The aftermath of major cryptocurrency firm collapses continues to unfold, revealing that a staggering $1.5 billion in digital assets remains tied up in the wallets of now-defunct entities such as FTX, Terraform Labs, Celsius Network, and Blockfi. Over the past few years, a wave of digital asset firms imploded for a variety of reasons, many dragged down by earlier catastrophic events like the FTX and Terraform Labs fiascos. While these companies have vanished from the active crypto landscape due to bankruptcies, their digital wallets remain under the strict stewardship of court-appointed bankruptcy estates, quietly preserving substantial onchain value amidst the wreckage of their former operations.
Terraform Labs: A Lingering Digital Footprint
Terraform Labs, the entity behind the algorithmic stablecoin UST, famously imploded in May 2022 when its stablecoin broke its peg to the dollar, wiping out approximately $45 billion in market value. This cataclysmic event triggered a ripple effect, dragging down other prominent firms like Three Arrows Capital and Celsius in its wake. Despite its spectacular downfall, data from Arkham Intelligence as of June 14 indicates that Terraform Labs still holds $2.45 million in onchain assets. The majority of this remaining value is concentrated in two specific tokens: $1.26 million in convex finance token (CVX) and $1.09 million in governance OHM (GOHM), highlighting the diverse nature of assets held even in insolvency.
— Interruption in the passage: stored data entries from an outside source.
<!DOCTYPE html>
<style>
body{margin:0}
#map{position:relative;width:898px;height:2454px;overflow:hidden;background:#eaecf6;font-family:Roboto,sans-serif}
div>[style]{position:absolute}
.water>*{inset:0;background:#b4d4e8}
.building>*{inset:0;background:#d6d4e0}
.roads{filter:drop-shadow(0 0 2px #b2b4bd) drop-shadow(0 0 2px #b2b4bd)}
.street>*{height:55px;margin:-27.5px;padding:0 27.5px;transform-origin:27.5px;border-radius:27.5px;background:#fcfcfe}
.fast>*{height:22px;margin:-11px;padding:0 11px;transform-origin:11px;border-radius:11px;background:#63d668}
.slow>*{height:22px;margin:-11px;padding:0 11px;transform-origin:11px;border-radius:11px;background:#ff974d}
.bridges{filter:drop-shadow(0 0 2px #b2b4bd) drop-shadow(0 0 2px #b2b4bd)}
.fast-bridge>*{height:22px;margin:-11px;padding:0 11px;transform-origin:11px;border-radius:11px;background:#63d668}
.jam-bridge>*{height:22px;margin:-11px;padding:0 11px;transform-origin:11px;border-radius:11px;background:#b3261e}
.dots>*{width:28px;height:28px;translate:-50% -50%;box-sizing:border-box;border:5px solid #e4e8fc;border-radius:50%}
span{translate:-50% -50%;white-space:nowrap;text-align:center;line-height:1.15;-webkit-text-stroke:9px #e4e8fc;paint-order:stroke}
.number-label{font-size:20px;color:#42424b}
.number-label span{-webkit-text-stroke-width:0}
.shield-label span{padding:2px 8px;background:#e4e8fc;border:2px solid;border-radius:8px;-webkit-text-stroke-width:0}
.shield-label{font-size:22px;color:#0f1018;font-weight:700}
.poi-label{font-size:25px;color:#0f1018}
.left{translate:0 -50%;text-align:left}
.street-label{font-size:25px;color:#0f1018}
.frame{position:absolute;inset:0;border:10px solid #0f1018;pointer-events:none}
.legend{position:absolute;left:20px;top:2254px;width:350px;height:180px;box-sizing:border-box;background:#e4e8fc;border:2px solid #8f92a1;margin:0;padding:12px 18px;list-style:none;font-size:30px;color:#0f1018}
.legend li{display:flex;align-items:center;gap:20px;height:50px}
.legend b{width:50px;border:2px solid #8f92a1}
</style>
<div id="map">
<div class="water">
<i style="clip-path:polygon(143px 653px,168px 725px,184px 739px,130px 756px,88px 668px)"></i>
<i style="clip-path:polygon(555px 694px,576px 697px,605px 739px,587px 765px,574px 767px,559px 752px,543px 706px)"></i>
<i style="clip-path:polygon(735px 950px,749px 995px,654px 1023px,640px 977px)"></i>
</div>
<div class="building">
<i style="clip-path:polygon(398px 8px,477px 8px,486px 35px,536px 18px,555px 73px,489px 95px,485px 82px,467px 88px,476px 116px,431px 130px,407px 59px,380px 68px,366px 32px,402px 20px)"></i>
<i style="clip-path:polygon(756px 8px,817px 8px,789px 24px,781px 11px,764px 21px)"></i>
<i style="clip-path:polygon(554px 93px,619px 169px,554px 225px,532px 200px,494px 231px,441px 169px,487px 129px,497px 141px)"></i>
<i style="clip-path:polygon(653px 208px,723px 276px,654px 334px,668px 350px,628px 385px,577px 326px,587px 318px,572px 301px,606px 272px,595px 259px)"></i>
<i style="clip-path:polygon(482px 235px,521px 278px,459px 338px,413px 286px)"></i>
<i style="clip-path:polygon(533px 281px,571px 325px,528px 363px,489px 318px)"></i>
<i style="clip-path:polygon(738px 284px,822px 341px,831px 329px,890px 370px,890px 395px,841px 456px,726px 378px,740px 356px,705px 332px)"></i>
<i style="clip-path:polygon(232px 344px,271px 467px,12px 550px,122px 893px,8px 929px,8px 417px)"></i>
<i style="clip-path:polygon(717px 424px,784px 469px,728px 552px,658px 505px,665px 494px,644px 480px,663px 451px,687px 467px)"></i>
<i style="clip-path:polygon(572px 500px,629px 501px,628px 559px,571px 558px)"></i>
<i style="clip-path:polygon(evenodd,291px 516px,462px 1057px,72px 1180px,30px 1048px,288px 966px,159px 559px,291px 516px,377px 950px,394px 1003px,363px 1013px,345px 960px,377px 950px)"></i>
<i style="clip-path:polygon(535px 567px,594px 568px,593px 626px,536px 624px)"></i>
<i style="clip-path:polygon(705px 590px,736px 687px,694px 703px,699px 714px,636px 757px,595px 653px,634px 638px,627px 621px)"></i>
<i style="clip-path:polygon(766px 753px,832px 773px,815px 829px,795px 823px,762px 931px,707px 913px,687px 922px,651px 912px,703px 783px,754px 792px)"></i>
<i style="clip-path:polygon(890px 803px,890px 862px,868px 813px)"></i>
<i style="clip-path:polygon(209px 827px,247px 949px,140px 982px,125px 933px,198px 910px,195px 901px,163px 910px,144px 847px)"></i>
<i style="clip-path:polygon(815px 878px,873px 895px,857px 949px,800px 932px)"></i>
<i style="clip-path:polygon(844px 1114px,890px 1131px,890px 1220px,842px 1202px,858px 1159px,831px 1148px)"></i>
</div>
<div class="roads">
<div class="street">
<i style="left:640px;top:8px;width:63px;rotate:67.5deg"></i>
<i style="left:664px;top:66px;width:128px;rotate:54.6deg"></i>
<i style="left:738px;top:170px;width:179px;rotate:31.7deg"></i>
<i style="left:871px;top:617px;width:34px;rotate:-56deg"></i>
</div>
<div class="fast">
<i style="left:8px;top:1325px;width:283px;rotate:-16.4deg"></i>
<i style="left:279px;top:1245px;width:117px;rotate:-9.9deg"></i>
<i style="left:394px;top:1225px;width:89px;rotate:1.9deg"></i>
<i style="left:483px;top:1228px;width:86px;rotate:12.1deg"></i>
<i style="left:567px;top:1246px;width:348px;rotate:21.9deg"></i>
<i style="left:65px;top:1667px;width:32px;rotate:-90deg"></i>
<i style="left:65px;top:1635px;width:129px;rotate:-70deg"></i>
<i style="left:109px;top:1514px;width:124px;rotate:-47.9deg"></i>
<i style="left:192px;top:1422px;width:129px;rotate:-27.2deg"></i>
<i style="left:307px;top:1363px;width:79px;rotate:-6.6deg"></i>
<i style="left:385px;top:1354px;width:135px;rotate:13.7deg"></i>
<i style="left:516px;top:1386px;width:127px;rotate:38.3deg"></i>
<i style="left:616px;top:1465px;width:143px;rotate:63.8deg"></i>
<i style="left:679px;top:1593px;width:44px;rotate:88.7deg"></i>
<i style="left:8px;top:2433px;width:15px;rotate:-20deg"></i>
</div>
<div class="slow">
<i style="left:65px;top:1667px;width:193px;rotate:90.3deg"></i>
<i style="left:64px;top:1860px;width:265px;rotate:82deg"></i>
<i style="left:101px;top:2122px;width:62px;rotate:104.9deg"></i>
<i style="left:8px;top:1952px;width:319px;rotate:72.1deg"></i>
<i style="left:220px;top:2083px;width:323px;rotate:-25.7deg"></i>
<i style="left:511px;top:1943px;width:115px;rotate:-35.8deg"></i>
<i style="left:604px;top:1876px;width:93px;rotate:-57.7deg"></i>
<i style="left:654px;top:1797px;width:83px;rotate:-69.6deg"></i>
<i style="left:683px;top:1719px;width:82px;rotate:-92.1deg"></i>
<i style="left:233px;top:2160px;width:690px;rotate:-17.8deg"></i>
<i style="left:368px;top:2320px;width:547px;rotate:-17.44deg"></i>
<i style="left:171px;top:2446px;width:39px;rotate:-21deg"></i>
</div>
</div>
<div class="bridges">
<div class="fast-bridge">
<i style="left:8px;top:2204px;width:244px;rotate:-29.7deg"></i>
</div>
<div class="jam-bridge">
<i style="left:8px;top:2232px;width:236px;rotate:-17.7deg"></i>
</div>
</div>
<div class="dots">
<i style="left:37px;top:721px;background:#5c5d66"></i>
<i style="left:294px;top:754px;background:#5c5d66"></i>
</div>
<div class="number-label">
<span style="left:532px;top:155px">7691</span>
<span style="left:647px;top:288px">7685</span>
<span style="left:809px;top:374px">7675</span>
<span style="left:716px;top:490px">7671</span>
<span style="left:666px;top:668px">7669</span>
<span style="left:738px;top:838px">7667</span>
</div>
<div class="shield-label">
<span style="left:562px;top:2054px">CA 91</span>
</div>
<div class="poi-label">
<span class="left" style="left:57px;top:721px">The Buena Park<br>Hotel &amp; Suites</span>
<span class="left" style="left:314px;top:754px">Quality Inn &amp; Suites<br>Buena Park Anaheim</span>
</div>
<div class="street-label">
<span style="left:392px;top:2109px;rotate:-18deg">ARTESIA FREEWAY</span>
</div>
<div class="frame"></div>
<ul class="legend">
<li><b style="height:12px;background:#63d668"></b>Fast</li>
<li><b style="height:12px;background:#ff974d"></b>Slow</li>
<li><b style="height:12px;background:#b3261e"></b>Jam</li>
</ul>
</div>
FTX’s Multi-Million Dollar Remnants
The collapse of FTX in November 2022 sent a broader shockwave across the crypto market following disclosures that customer funds had been misappropriated and leveraged to support the exchange’s native token. Yet, according to Arkham, the bankrupt exchange still controls wallets holding an astounding $611.93 million in digital assets. A significant portion of this sum, roughly $266 million, is derived from its 9.777 billion OXY tokens. Curiously, a substantial $232 million is tied to FTT, the platform’s own native token, which, despite the exchange’s demise, still trades at $0.90 per coin, with FTX wallets containing 257.87 million FTT. The firm also retains about $52 million in MAPS and $16.31 million in FIDA, painting a complex picture of its remaining holdings.
Blockfi and Celsius: Recovering From Liquidity Crises
Blockfi, a crypto lender that filed for bankruptcy in November 2022 due to its significant exposure to FTX, maintains $36.37 million in digital holdings. The bulk of this sum is concentrated in Ethereum (ETH), with the firm holding 12,223 ETH valued at $30.84 million. Celsius Network, which halted withdrawals and entered bankruptcy in July 2022 amid severe liquidity woes and risky investment bets, currently controls $6.89 million in assets. Its largest remaining asset is $6.1 million in SAVAX, complemented by a smaller holding of $576,000 in ETH, showcasing the varied tokens left in their digital coffers.
Alameda Research’s Formidable Holdings
Alameda Research, the quantitative trading arm of FTX, still holds a formidable $887.46 million in digital assets, making it one of the largest single pools among the defunct entities. Of this substantial amount, approximately $735 million is held in Solana (SOL), with the firm’s wallets securing 5.099 million SOL tokens. Alameda’s reserves also include $52 million in Ethereum (ETH) and 205.006 Bitcoin (BTC), which is worth $21.61 million. These significant holdings underscore the scale of Alameda’s previous operations and the substantial digital wealth now under bankruptcy administration.
Voyager and Three Arrows Capital: Minimal Onchain Exposure
In contrast to the larger holdings, wallets tied to Voyager Digital, which also filed for bankruptcy in July 2022, retain a relatively minor $41,600 in onchain assets. This indicates that Voyager Digital had minimal digital asset exposure directly onchain at the time of its collapse, or that a significant portion of its assets were held elsewhere or liquidated earlier in its recovery process. Similarly, Three Arrows Capital (3AC), a crypto hedge fund that faced its own dramatic implosion in 2022, holds a mere $46,036 in its wallets, with just over $27,000 of that in Tether (USDT). This strikingly low figure suggests a near-total liquidation or dispersion of its assets prior to significant onchain tracking.
The Collective Crypto Aftermath
At the time of writing, the combined onchain assets held by these eight defunct entities—FTX, Terraform Labs, Celsius Network, Blockfi, FTX US, Voyager Digital, Alameda Research, and Three Arrows Capital—collectively amount to an eye-popping $1.546 billion. This staggering sum represents a significant portion of the digital asset market that remains frozen in the aftermath of these high-profile collapses. The ongoing management of these substantial reserves by bankruptcy estates highlights the complex and prolonged process of recovery and redistribution in the wake of major failures within the rapidly evolving cryptocurrency industry. The sheer scale of these lingering assets underscores the deep financial impact these collapses have had on countless investors and the broader crypto ecosystem.